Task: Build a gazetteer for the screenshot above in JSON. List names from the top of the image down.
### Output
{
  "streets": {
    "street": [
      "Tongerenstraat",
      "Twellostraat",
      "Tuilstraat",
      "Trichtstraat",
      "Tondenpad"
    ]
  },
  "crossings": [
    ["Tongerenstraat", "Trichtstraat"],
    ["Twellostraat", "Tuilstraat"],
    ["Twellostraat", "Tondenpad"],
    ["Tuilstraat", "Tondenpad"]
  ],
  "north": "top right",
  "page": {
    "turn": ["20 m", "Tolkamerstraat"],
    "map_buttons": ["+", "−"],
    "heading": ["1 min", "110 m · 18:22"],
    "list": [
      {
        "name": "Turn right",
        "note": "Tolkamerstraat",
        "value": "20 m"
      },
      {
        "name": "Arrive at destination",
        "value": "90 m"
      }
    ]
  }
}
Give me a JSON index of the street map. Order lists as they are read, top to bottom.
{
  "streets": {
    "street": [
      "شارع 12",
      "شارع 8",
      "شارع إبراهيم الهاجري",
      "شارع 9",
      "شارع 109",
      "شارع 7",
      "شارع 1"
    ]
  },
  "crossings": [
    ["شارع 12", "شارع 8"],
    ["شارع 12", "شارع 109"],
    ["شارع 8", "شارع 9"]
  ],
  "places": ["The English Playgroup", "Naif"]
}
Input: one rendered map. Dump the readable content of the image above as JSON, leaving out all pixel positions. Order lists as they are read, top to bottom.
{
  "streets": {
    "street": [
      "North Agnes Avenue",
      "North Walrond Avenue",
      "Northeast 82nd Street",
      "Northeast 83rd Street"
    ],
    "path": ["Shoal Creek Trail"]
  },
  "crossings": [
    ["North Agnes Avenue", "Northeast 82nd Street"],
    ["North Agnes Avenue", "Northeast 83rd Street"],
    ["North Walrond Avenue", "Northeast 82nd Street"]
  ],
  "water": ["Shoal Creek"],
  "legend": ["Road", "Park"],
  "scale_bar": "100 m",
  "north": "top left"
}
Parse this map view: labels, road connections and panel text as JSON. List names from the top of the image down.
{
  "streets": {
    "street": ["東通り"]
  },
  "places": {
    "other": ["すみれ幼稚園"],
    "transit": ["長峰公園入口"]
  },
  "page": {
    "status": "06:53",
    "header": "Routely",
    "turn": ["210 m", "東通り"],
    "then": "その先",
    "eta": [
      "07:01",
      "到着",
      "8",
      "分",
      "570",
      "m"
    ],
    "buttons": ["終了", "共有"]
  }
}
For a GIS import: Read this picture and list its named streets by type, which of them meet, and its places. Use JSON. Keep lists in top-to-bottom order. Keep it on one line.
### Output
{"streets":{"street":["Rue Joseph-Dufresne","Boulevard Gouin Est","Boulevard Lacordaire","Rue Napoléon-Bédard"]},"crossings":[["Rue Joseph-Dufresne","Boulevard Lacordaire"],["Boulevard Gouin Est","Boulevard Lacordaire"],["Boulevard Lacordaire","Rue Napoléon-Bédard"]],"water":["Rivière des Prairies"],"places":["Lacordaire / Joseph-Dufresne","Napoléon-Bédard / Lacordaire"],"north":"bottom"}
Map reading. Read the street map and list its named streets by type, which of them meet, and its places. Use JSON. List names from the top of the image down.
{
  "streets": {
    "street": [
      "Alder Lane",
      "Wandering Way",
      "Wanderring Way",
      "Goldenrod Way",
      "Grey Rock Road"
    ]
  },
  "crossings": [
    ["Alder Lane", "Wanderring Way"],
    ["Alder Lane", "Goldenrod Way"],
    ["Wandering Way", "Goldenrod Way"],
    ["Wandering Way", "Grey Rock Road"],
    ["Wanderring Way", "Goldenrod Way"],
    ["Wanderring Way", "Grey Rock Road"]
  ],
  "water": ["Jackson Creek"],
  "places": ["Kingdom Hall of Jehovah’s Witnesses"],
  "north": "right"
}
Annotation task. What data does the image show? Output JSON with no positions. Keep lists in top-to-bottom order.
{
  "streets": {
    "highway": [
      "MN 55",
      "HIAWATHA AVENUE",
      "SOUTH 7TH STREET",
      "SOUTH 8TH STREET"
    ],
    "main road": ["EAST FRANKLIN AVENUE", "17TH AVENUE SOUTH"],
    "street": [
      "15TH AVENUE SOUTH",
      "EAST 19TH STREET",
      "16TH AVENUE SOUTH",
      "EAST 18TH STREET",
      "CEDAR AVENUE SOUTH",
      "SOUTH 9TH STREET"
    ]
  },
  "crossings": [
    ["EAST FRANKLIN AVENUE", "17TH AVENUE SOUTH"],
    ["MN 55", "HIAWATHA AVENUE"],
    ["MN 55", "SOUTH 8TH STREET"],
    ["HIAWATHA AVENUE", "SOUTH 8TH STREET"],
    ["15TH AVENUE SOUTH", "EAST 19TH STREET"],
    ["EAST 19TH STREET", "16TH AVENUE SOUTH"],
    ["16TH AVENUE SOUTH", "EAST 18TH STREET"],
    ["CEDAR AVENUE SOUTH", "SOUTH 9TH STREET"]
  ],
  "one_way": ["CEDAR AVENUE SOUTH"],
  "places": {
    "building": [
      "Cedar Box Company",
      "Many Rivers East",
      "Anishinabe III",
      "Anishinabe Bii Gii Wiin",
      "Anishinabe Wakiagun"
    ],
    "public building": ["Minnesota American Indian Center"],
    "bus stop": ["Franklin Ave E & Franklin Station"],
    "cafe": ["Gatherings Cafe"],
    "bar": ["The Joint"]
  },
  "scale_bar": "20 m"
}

* [Problem description]: What's required is that all of the material be returned exactly.

* [Written response]:
Task: Build a gazetteer for the screenshot above in JSON. List names from the top of the image down.
### Output
{
  "streets": {
    "street": [
      "Tongerenstraat",
      "Twellostraat",
      "Tuilstraat",
      "Trichtstraat",
      "Tondenpad"
    ]
  },
  "crossings": [
    ["Tongerenstraat", "Trichtstraat"],
    ["Twellostraat", "Tuilstraat"],
    ["Twellostraat", "Tondenpad"],
    ["Tuilstraat", "Tondenpad"]
  ],
  "north": "top right",
  "page": {
    "turn": ["20 m", "Tolkamerstraat"],
    "map_buttons": ["+", "−"],
    "heading": ["1 min", "110 m · 18:22"],
    "list": [
      {
        "name": "Turn right",
        "note": "Tolkamerstraat",
        "value": "20 m"
      },
      {
        "name": "Arrive at destination",
        "value": "90 m"
      }
    ]
  }
}
Give me a JSON index of the street map. Order lists as they are read, top to bottom.
{
  "streets": {
    "street": [
      "شارع 12",
      "شارع 8",
      "شارع إبراهيم الهاجري",
      "شارع 9",
      "شارع 109",
      "شارع 7",
      "شارع 1"
    ]
  },
  "crossings": [
    ["شارع 12", "شارع 8"],
    ["شارع 12", "شارع 109"],
    ["شارع 8", "شارع 9"]
  ],
  "places": ["The English Playgroup", "Naif"]
}
Input: one rendered map. Dump the readable content of the image above as JSON, leaving out all pixel positions. Order lists as they are read, top to bottom.
{
  "streets": {
    "street": [
      "North Agnes Avenue",
      "North Walrond Avenue",
      "Northeast 82nd Street",
      "Northeast 83rd Street"
    ],
    "path": ["Shoal Creek Trail"]
  },
  "crossings": [
    ["North Agnes Avenue", "Northeast 82nd Street"],
    ["North Agnes Avenue", "Northeast 83rd Street"],
    ["North Walrond Avenue", "Northeast 82nd Street"]
  ],
  "water": ["Shoal Creek"],
  "legend": ["Road", "Park"],
  "scale_bar": "100 m",
  "north": "top left"
}
Parse this map view: labels, road connections and panel text as JSON. List names from the top of the image down.
{
  "streets": {
    "street": ["東通り"]
  },
  "places": {
    "other": ["すみれ幼稚園"],
    "transit": ["長峰公園入口"]
  },
  "page": {
    "status": "06:53",
    "header": "Routely",
    "turn": ["210 m", "東通り"],
    "then": "その先",
    "eta": [
      "07:01",
      "到着",
      "8",
      "分",
      "570",
      "m"
    ],
    "buttons": ["終了", "共有"]
  }
}
For a GIS import: Read this picture and list its named streets by type, which of them meet, and its places. Use JSON. Keep lists in top-to-bottom order. Keep it on one line.
### Output
{"streets":{"street":["Rue Joseph-Dufresne","Boulevard Gouin Est","Boulevard Lacordaire","Rue Napoléon-Bédard"]},"crossings":[["Rue Joseph-Dufresne","Boulevard Lacordaire"],["Boulevard Gouin Est","Boulevard Lacordaire"],["Boulevard Lacordaire","Rue Napoléon-Bédard"]],"water":["Rivière des Prairies"],"places":["Lacordaire / Joseph-Dufresne","Napoléon-Bédard / Lacordaire"],"north":"bottom"}
Map reading. Read the street map and list its named streets by type, which of them meet, and its places. Use JSON. List names from the top of the image down.
{
  "streets": {
    "street": [
      "Alder Lane",
      "Wandering Way",
      "Wanderring Way",
      "Goldenrod Way",
      "Grey Rock Road"
    ]
  },
  "crossings": [
    ["Alder Lane", "Wanderring Way"],
    ["Alder Lane", "Goldenrod Way"],
    ["Wandering Way", "Goldenrod Way"],
    ["Wandering Way", "Grey Rock Road"],
    ["Wanderring Way", "Goldenrod Way"],
    ["Wanderring Way", "Grey Rock Road"]
  ],
  "water": ["Jackson Creek"],
  "places": ["Kingdom Hall of Jehovah’s Witnesses"],
  "north": "right"
}
Annotation task. What data does the image show? Output JSON with no positions. Keep lists in top-to-bottom order.
{
  "streets": {
    "highway": [
      "MN 55",
      "HIAWATHA AVENUE",
      "SOUTH 7TH STREET",
      "SOUTH 8TH STREET"
    ],
    "main road": ["EAST FRANKLIN AVENUE", "17TH AVENUE SOUTH"],
    "street": [
      "15TH AVENUE SOUTH",
      "EAST 19TH STREET",
      "16TH AVENUE SOUTH",
      "EAST 18TH STREET",
      "CEDAR AVENUE SOUTH",
      "SOUTH 9TH STREET"
    ]
  },
  "crossings": [
    ["EAST FRANKLIN AVENUE", "17TH AVENUE SOUTH"],
    ["MN 55", "HIAWATHA AVENUE"],
    ["MN 55", "SOUTH 8TH STREET"],
    ["HIAWATHA AVENUE", "SOUTH 8TH STREET"],
    ["15TH AVENUE SOUTH", "EAST 19TH STREET"],
    ["EAST 19TH STREET", "16TH AVENUE SOUTH"],
    ["16TH AVENUE SOUTH", "EAST 18TH STREET"],
    ["CEDAR AVENUE SOUTH", "SOUTH 9TH STREET"]
  ],
  "one_way": ["CEDAR AVENUE SOUTH"],
  "places": {
    "building": [
      "Cedar Box Company",
      "Many Rivers East",
      "Anishinabe III",
      "Anishinabe Bii Gii Wiin",
      "Anishinabe Wakiagun"
    ],
    "public building": ["Minnesota American Indian Center"],
    "bus stop": ["Franklin Ave E & Franklin Station"],
    "cafe": ["Gatherings Cafe"],
    "bar": ["The Joint"]
  },
  "scale_bar": "20 m"
}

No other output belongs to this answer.